* [Work required] Reproduce the material below line by line, beginning with its first line and ending with the line that contains "0 3.5px,transparent 0"; leave out pictures.

= Beginning of Section =

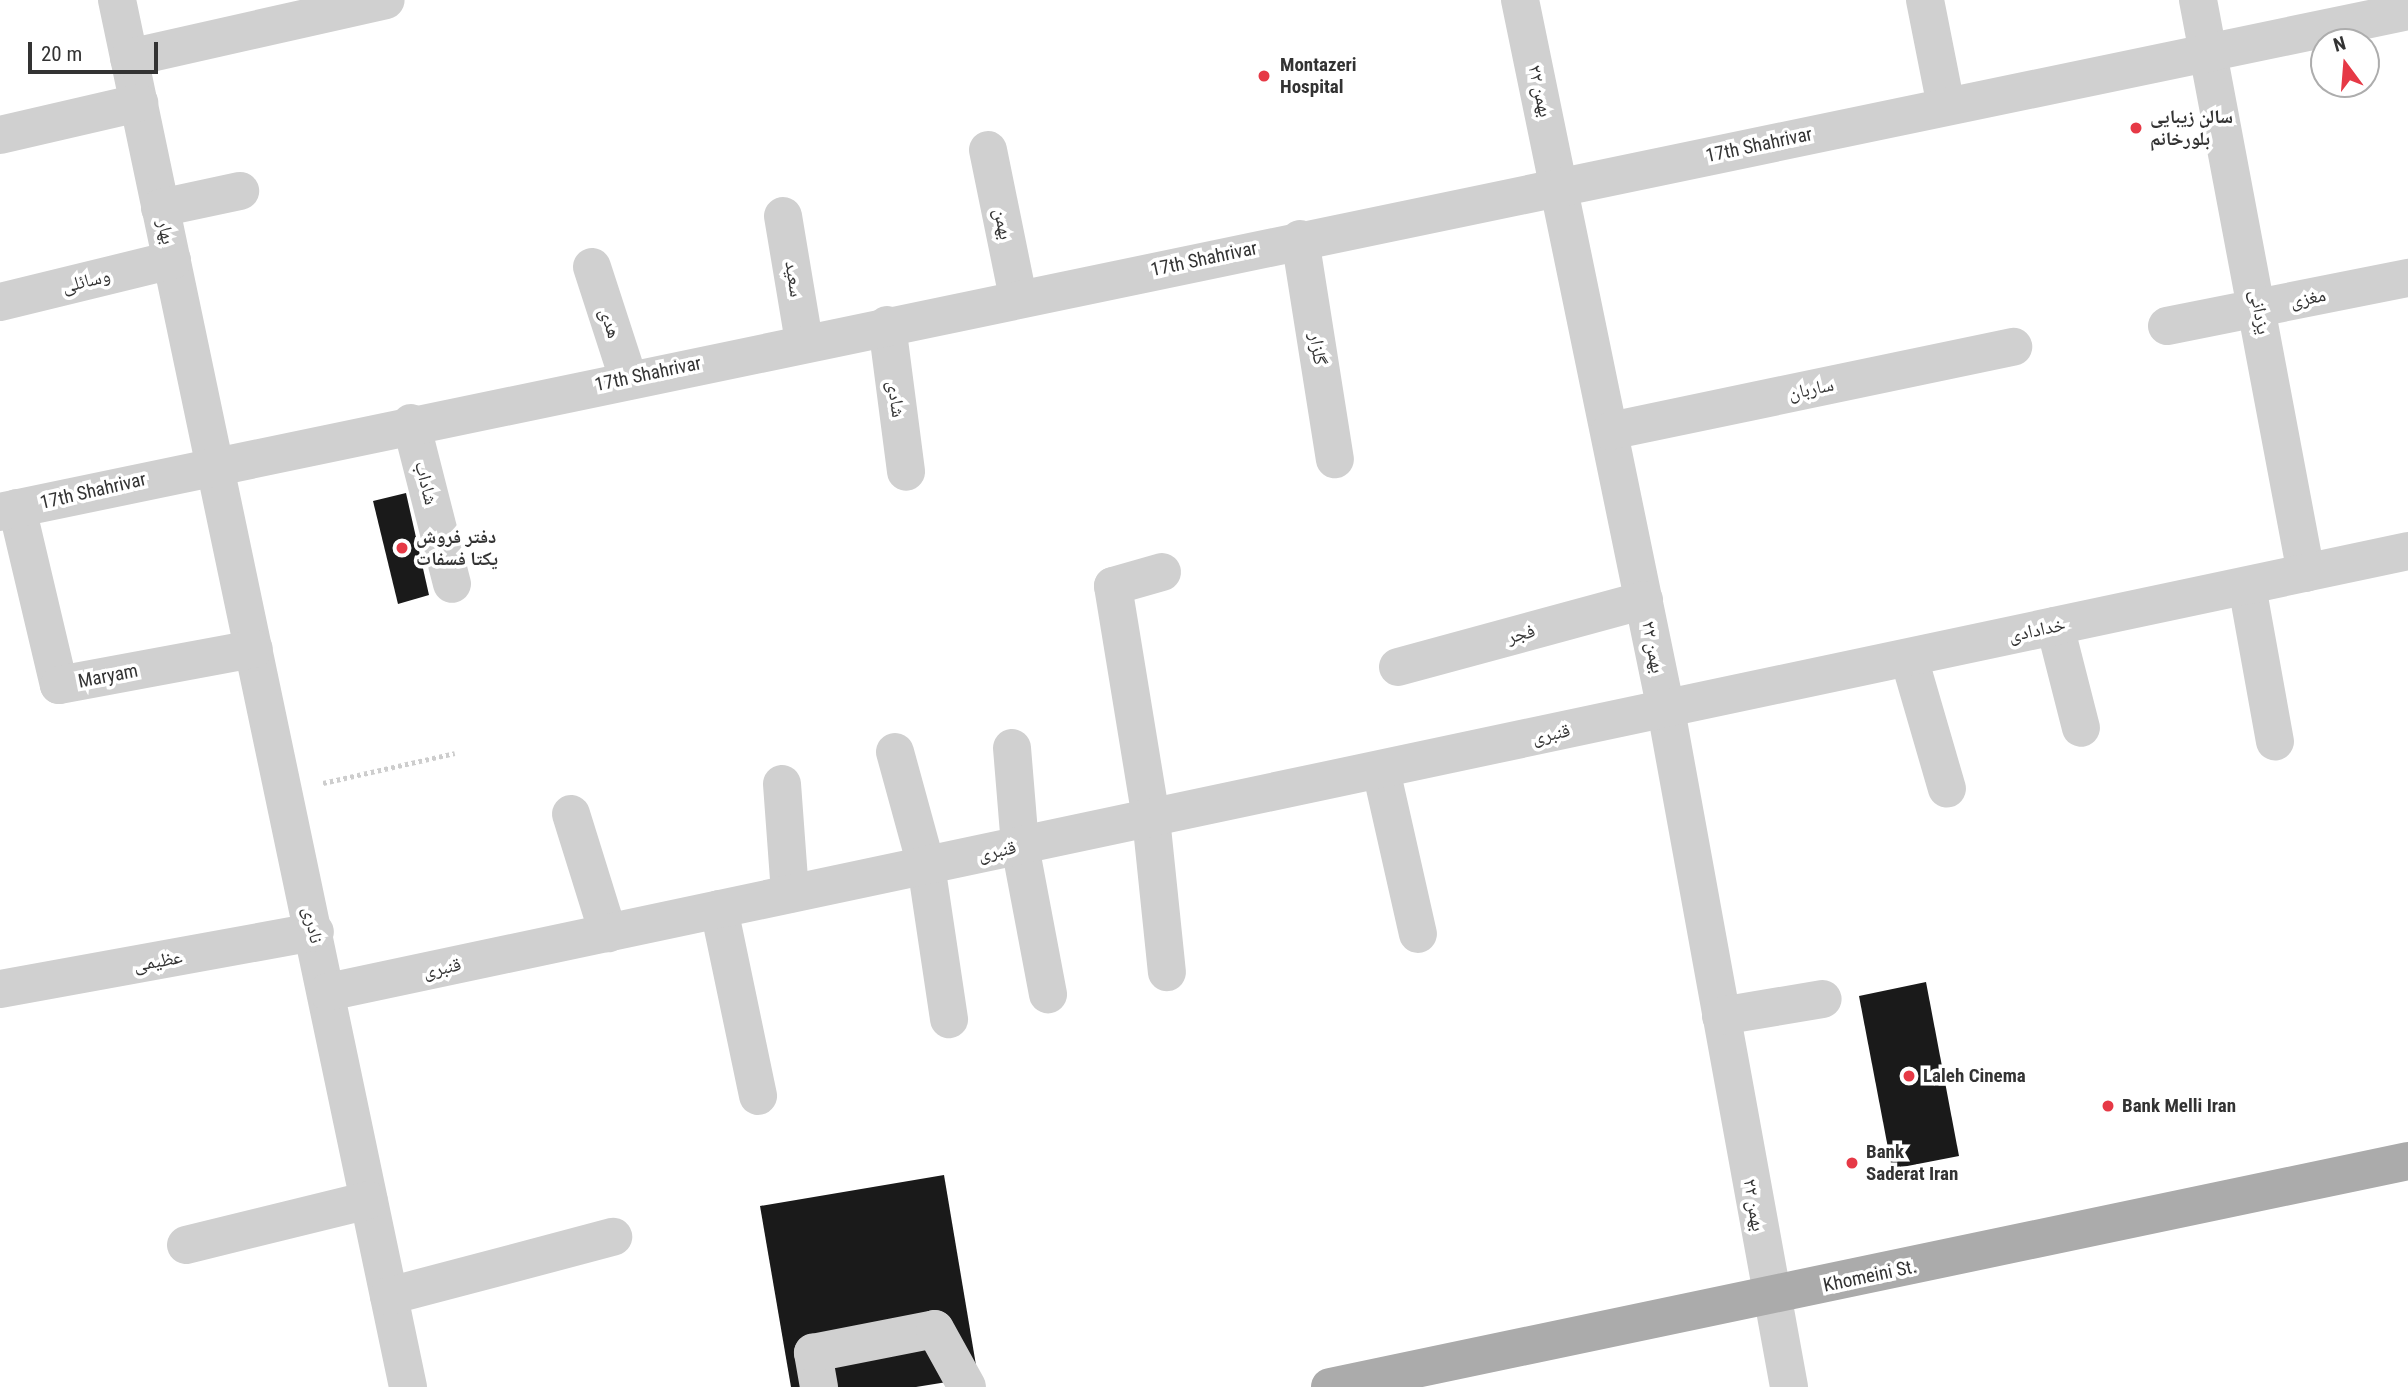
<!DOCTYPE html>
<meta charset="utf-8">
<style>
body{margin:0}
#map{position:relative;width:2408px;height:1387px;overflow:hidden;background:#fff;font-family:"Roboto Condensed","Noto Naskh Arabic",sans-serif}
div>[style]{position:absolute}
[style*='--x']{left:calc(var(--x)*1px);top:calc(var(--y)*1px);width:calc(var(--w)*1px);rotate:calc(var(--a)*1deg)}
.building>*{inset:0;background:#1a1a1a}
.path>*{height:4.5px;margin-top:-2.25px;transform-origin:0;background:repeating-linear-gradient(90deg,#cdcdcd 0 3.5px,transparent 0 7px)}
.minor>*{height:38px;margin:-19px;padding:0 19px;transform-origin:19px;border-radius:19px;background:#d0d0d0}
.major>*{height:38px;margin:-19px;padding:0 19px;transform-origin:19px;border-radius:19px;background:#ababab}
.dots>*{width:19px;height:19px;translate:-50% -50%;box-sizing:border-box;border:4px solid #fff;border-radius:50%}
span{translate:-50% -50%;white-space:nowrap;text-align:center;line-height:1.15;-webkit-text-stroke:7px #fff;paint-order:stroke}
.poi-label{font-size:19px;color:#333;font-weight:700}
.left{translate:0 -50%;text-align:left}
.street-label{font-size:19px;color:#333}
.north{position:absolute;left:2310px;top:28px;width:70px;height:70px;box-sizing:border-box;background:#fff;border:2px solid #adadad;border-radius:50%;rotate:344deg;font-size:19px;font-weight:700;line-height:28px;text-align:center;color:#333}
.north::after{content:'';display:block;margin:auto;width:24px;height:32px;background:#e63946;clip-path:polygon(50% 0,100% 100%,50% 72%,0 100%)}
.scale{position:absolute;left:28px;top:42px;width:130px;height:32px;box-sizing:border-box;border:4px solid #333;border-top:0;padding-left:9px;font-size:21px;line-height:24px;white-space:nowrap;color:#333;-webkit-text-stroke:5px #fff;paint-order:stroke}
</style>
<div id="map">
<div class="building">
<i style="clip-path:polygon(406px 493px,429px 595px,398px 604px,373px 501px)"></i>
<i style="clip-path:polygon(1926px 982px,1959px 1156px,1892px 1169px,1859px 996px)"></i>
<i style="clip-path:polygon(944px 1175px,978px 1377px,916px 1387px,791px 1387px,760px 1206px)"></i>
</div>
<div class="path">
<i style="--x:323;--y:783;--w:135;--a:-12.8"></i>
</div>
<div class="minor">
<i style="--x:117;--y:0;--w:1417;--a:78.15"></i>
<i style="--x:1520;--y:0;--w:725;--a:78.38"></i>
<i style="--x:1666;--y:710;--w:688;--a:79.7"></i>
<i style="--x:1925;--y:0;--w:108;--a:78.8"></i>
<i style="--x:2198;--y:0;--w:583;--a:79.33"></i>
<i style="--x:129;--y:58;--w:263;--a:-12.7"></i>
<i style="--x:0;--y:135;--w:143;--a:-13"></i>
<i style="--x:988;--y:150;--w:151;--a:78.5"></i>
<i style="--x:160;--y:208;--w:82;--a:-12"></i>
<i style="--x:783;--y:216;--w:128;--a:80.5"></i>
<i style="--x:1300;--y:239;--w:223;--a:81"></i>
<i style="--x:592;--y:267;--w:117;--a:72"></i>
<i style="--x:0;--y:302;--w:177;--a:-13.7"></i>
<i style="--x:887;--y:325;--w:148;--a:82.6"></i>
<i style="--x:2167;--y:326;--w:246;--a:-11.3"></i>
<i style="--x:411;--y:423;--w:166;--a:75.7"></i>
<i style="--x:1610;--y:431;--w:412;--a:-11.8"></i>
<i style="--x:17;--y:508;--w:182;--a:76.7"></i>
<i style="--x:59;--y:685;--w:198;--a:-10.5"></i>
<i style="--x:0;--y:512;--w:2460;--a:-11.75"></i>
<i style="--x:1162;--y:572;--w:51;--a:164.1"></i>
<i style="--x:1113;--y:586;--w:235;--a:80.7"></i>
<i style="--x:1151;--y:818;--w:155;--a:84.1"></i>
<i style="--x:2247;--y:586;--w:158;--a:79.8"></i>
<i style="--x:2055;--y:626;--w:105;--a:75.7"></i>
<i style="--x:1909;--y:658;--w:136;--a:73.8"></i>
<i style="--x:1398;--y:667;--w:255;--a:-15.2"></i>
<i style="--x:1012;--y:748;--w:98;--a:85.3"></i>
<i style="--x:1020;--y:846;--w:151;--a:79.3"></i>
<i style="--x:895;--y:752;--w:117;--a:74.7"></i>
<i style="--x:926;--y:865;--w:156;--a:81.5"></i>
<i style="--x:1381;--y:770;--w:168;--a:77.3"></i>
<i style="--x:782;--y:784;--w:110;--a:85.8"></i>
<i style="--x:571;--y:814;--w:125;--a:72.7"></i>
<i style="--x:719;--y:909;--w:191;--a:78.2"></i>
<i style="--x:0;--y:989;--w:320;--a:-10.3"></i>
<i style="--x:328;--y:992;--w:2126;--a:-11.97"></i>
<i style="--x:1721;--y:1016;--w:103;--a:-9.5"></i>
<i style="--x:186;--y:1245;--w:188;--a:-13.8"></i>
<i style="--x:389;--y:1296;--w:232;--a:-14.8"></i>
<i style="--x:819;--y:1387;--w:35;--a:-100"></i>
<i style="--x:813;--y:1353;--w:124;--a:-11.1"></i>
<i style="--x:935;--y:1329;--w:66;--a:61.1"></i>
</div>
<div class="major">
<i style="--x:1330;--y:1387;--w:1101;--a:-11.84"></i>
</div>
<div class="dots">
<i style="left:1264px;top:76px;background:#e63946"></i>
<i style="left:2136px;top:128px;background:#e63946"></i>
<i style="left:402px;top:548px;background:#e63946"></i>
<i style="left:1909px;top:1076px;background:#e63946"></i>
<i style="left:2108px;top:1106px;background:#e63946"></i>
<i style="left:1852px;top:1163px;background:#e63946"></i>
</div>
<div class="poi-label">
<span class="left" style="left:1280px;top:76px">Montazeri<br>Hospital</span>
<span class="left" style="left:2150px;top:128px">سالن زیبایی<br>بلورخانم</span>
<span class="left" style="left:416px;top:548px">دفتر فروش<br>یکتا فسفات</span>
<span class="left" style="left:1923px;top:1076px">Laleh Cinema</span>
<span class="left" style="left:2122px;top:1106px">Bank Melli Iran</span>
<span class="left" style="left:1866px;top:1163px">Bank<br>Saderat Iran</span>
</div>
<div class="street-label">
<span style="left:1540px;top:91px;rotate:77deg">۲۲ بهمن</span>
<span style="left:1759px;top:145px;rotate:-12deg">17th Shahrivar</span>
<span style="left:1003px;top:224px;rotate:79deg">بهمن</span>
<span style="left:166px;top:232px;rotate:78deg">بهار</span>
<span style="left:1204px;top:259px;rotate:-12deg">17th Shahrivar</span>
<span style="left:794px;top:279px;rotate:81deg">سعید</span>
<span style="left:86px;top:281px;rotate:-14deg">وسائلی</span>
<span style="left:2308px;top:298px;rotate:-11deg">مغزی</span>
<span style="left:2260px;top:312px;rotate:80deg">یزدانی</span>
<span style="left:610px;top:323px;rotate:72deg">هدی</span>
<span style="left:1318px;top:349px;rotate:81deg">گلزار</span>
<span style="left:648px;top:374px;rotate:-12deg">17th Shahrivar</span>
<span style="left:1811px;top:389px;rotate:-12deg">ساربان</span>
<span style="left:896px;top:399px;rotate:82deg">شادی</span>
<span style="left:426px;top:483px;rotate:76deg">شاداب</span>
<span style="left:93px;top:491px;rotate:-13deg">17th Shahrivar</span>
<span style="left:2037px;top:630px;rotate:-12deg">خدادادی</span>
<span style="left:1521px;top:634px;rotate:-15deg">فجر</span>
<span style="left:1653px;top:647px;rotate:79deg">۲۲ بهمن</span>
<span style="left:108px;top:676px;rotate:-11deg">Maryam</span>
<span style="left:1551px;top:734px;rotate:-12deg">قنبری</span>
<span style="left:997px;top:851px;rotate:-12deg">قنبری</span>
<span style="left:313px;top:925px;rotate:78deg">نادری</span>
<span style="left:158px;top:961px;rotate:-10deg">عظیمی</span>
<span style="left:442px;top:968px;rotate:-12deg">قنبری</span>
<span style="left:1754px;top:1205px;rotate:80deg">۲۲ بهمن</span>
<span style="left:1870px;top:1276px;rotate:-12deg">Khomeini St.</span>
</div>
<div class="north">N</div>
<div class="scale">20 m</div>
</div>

= End of Section =

* [The completed task]
<!DOCTYPE html>
<meta charset="utf-8">
<style>
body{margin:0}
#map{position:relative;width:2408px;height:1387px;overflow:hidden;background:#fff;font-family:"Roboto Condensed","Noto Naskh Arabic",sans-serif}
div>[style]{position:absolute}
[style*='--x']{left:calc(var(--x)*1px);top:calc(var(--y)*1px);width:calc(var(--w)*1px);rotate:calc(var(--a)*1deg)}
.building>*{inset:0;background:#1a1a1a}
.path>*{height:4.5px;margin-top:-2.25px;transform-origin:0;background:repeating-linear-gradient(90deg,#cdcdcd 0 3.5px,transparent 0 7px)}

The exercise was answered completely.